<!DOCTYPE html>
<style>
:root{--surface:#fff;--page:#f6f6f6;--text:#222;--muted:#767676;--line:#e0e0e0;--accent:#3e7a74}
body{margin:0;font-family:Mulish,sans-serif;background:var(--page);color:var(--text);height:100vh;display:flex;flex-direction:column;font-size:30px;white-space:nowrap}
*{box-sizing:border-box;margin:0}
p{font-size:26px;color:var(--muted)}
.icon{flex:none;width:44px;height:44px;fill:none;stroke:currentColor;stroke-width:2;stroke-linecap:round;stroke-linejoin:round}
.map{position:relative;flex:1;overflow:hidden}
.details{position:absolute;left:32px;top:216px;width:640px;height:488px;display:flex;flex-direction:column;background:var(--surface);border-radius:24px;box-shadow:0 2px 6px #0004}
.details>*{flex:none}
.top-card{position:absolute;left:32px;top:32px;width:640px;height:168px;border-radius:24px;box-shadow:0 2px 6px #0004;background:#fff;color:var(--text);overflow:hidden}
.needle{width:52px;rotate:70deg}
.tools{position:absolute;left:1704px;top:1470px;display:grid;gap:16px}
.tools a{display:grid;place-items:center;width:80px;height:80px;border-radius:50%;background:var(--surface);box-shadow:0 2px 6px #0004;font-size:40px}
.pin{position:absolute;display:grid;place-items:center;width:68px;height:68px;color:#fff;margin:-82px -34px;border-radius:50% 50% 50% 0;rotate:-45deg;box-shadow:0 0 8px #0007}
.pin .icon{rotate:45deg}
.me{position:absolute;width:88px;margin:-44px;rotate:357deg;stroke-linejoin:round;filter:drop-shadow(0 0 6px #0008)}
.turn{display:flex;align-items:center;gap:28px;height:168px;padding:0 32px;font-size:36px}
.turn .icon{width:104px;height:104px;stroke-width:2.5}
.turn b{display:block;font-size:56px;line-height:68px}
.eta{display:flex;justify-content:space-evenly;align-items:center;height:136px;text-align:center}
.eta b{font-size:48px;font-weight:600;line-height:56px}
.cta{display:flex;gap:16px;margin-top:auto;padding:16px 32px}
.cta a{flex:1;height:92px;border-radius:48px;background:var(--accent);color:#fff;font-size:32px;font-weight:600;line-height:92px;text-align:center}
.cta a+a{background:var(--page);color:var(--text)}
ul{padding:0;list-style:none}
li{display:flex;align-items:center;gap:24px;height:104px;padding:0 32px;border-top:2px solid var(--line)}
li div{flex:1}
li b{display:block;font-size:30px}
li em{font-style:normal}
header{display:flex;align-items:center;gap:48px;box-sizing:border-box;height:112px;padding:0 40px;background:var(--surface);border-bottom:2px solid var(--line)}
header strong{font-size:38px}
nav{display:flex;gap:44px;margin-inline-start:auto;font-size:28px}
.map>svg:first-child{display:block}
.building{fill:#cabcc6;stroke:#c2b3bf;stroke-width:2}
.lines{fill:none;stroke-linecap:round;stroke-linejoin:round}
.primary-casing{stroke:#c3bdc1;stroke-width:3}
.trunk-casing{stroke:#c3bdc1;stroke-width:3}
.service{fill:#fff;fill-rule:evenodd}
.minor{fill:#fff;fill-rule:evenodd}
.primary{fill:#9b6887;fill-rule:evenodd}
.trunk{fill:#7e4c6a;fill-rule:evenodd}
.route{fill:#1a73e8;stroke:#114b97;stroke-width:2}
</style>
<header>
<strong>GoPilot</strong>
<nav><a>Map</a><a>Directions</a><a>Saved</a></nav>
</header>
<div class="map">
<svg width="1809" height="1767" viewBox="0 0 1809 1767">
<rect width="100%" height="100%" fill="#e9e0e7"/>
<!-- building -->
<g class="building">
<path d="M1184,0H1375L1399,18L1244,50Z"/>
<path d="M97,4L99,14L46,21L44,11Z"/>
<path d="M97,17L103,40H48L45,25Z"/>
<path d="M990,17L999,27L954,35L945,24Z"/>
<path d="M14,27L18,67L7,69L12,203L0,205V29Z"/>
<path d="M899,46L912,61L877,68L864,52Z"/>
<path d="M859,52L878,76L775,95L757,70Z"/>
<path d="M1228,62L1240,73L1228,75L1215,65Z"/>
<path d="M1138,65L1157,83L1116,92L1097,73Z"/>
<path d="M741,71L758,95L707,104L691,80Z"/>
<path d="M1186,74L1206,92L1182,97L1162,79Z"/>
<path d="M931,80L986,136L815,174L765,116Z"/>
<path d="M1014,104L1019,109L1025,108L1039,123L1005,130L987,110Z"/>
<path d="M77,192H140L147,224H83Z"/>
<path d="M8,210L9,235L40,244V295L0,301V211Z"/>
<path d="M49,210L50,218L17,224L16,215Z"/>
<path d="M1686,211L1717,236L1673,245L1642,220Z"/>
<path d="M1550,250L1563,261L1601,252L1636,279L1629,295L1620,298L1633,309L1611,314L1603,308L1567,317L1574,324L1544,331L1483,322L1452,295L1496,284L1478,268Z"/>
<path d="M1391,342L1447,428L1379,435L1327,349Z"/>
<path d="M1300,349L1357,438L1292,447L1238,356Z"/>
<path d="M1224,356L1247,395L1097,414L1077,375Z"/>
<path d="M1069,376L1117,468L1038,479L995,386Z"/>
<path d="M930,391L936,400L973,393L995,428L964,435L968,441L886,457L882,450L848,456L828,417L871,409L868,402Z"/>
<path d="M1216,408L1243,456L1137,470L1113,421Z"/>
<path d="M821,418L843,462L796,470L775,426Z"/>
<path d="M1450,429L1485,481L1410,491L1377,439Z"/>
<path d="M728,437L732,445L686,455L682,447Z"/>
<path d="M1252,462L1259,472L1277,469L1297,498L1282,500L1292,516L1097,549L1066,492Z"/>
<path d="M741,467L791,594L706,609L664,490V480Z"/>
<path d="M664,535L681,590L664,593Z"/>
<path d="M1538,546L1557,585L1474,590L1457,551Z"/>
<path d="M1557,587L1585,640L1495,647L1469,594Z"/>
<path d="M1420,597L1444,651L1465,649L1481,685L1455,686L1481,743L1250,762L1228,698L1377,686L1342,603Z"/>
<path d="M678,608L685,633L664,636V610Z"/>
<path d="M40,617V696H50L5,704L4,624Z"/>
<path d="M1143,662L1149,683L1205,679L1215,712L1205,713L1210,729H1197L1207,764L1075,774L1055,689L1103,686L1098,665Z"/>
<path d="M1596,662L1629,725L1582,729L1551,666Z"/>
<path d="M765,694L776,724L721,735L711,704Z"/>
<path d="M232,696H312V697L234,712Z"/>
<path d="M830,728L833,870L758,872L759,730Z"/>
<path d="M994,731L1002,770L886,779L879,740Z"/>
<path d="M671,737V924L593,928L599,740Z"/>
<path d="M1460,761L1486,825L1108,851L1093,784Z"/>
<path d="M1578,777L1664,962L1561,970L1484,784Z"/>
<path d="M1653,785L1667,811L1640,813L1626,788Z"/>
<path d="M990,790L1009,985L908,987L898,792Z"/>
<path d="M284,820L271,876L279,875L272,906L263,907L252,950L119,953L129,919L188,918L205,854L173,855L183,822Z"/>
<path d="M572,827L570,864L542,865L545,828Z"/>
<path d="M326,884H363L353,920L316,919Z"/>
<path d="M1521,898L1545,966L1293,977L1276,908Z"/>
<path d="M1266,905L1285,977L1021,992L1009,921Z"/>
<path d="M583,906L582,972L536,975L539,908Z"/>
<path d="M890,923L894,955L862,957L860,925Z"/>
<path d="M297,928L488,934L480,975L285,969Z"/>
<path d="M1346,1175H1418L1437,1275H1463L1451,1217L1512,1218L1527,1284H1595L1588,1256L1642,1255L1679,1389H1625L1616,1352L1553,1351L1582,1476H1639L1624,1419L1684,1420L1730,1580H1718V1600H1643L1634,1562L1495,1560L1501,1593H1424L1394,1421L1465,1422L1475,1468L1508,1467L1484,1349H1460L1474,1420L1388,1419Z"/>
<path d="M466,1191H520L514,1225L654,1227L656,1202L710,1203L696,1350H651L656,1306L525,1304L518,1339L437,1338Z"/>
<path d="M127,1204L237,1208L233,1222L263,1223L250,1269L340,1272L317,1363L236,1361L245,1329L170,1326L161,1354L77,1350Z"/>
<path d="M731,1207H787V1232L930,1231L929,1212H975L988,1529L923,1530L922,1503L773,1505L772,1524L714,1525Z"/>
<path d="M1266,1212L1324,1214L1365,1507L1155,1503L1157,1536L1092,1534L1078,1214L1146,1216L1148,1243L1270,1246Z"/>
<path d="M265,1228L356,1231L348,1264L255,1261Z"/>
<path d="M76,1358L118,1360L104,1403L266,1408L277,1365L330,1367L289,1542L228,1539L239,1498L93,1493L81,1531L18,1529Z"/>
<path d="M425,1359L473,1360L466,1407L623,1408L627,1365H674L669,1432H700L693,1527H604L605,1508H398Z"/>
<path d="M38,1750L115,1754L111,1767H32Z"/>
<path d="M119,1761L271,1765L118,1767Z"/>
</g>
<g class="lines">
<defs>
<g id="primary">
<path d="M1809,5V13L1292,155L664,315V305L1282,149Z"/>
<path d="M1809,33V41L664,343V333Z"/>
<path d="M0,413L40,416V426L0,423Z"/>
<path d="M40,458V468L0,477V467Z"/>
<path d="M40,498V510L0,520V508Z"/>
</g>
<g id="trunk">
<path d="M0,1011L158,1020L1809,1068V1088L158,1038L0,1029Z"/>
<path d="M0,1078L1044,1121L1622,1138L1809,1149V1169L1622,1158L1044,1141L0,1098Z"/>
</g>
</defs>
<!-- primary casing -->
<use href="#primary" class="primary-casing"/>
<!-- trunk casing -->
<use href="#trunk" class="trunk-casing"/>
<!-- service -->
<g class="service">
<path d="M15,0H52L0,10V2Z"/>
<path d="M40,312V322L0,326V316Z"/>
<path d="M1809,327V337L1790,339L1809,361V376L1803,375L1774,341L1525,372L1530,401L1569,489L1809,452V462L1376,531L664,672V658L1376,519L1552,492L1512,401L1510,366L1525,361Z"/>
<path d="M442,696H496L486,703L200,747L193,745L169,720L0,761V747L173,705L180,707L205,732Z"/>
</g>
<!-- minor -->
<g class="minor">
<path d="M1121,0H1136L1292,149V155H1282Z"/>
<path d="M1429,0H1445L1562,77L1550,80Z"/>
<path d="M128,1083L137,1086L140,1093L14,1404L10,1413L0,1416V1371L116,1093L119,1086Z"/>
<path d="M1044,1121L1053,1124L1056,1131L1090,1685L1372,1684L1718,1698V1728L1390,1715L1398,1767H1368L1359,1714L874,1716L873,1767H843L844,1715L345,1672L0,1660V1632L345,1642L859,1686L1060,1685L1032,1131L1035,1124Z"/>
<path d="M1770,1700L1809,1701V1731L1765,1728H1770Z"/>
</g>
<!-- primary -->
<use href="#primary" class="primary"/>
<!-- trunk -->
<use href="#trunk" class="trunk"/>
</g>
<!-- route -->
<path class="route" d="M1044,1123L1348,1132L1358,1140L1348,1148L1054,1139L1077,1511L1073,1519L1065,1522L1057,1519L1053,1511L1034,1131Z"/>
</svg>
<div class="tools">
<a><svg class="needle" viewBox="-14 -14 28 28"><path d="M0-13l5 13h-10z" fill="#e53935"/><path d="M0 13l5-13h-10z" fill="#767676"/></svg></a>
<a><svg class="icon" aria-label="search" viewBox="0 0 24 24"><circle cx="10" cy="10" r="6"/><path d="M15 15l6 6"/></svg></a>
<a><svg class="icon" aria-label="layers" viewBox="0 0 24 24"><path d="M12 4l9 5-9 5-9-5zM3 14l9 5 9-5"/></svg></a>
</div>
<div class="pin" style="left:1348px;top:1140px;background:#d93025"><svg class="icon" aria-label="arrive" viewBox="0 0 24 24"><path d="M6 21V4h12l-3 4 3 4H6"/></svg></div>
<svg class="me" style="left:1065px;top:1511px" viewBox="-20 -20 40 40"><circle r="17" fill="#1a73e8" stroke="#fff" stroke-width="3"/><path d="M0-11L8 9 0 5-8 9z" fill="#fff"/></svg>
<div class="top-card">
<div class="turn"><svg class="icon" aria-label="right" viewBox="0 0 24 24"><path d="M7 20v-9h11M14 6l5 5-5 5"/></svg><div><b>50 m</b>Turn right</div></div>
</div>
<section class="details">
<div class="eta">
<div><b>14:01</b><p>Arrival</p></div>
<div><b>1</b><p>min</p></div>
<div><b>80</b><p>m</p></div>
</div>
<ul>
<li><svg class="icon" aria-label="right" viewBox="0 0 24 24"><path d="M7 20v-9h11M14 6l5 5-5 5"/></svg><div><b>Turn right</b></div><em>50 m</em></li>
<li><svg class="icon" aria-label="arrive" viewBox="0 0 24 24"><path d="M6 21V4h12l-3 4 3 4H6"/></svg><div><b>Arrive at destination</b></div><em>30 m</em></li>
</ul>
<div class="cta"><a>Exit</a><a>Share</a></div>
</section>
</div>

========

== WHAT THE TASK REQUIRES ==
In the records above, find each line with the word "radius" and copy it.

== SOLUTION BELOW ==
.details{position:absolute;left:32px;top:216px;width:640px;height:488px;display:flex;flex-direction:column;background:var(--surface);border-radius:24px;box-shadow:0 2px 6px #0004}
.top-card{position:absolute;left:32px;top:32px;width:640px;height:168px;border-radius:24px;box-shadow:0 2px 6px #0004;background:#fff;color:var(--text);overflow:hidden}
.tools a{display:grid;place-items:center;width:80px;height:80px;border-radius:50%;background:var(--surface);box-shadow:0 2px 6px #0004;font-size:40px}
.pin{position:absolute;display:grid;place-items:center;width:68px;height:68px;color:#fff;margin:-82px -34px;border-radius:50% 50% 50% 0;rotate:-45deg;box-shadow:0 0 8px #0007}
.cta a{flex:1;height:92px;border-radius:48px;background:var(--accent);color:#fff;font-size:32px;font-weight:600;line-height:92px;text-align:center}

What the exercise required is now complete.